BEGIN RECORDS FOR THIS EXERCISE

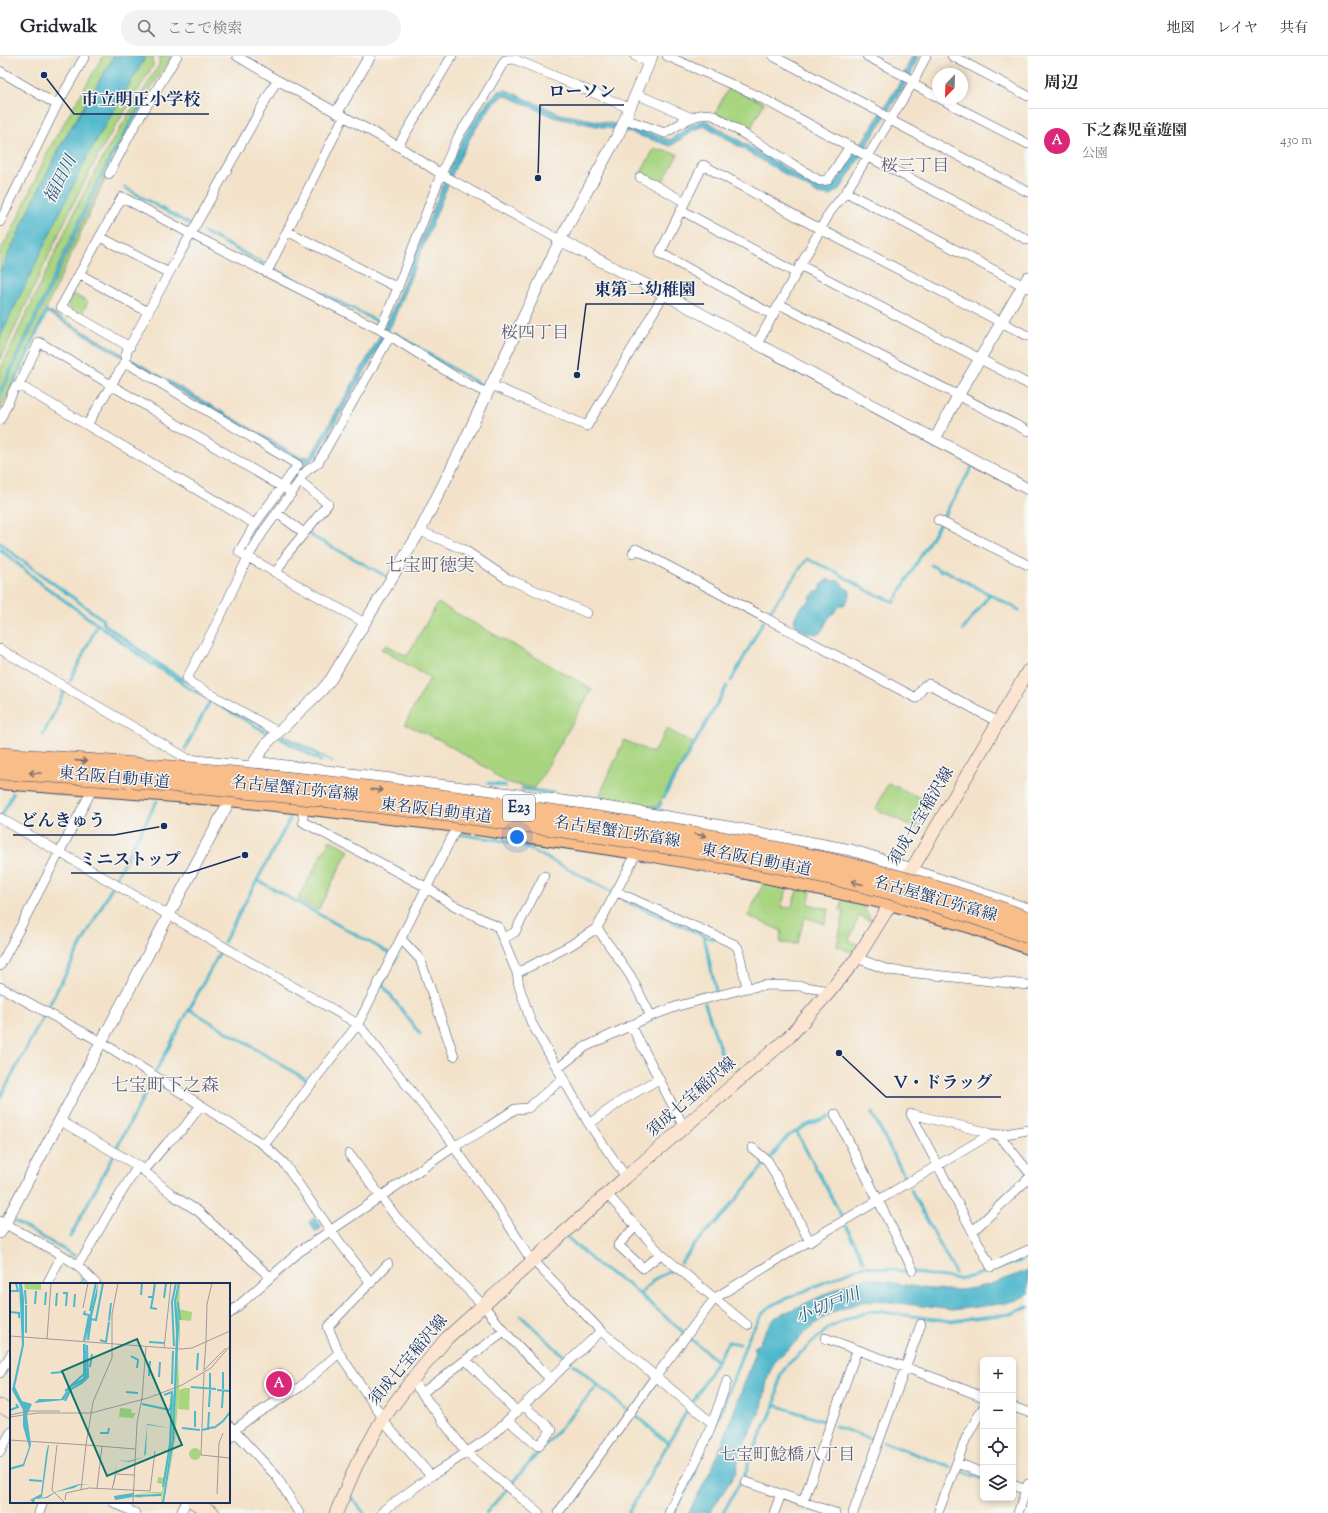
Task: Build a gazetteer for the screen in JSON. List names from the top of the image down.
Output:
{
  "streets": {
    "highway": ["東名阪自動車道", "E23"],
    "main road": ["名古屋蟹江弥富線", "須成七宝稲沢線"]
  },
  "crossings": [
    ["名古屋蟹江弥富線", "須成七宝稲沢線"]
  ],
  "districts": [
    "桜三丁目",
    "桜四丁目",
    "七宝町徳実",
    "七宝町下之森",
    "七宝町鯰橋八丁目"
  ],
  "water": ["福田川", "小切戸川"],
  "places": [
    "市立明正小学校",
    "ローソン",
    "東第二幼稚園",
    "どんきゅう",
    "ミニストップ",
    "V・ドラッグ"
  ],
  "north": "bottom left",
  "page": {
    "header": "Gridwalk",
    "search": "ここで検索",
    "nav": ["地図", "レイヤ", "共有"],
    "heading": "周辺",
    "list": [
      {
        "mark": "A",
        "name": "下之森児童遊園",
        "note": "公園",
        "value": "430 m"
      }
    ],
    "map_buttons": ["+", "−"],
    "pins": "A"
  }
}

END RECORDS FOR THIS EXERCISE

YOUR ASSIGNMENT | Exact copies of the entries above are needed, without their pictures.

WORKED SOLUTION |
Task: Build a gazetteer for the screen in JSON. List names from the top of the image down.
Output:
{
  "streets": {
    "highway": ["東名阪自動車道", "E23"],
    "main road": ["名古屋蟹江弥富線", "須成七宝稲沢線"]
  },
  "crossings": [
    ["名古屋蟹江弥富線", "須成七宝稲沢線"]
  ],
  "districts": [
    "桜三丁目",
    "桜四丁目",
    "七宝町徳実",
    "七宝町下之森",
    "七宝町鯰橋八丁目"
  ],
  "water": ["福田川", "小切戸川"],
  "places": [
    "市立明正小学校",
    "ローソン",
    "東第二幼稚園",
    "どんきゅう",
    "ミニストップ",
    "V・ドラッグ"
  ],
  "north": "bottom left",
  "page": {
    "header": "Gridwalk",
    "search": "ここで検索",
    "nav": ["地図", "レイヤ", "共有"],
    "heading": "周辺",
    "list": [
      {
        "mark": "A",
        "name": "下之森児童遊園",
        "note": "公園",
        "value": "430 m"
      }
    ],
    "map_buttons": ["+", "−"],
    "pins": "A"
  }
}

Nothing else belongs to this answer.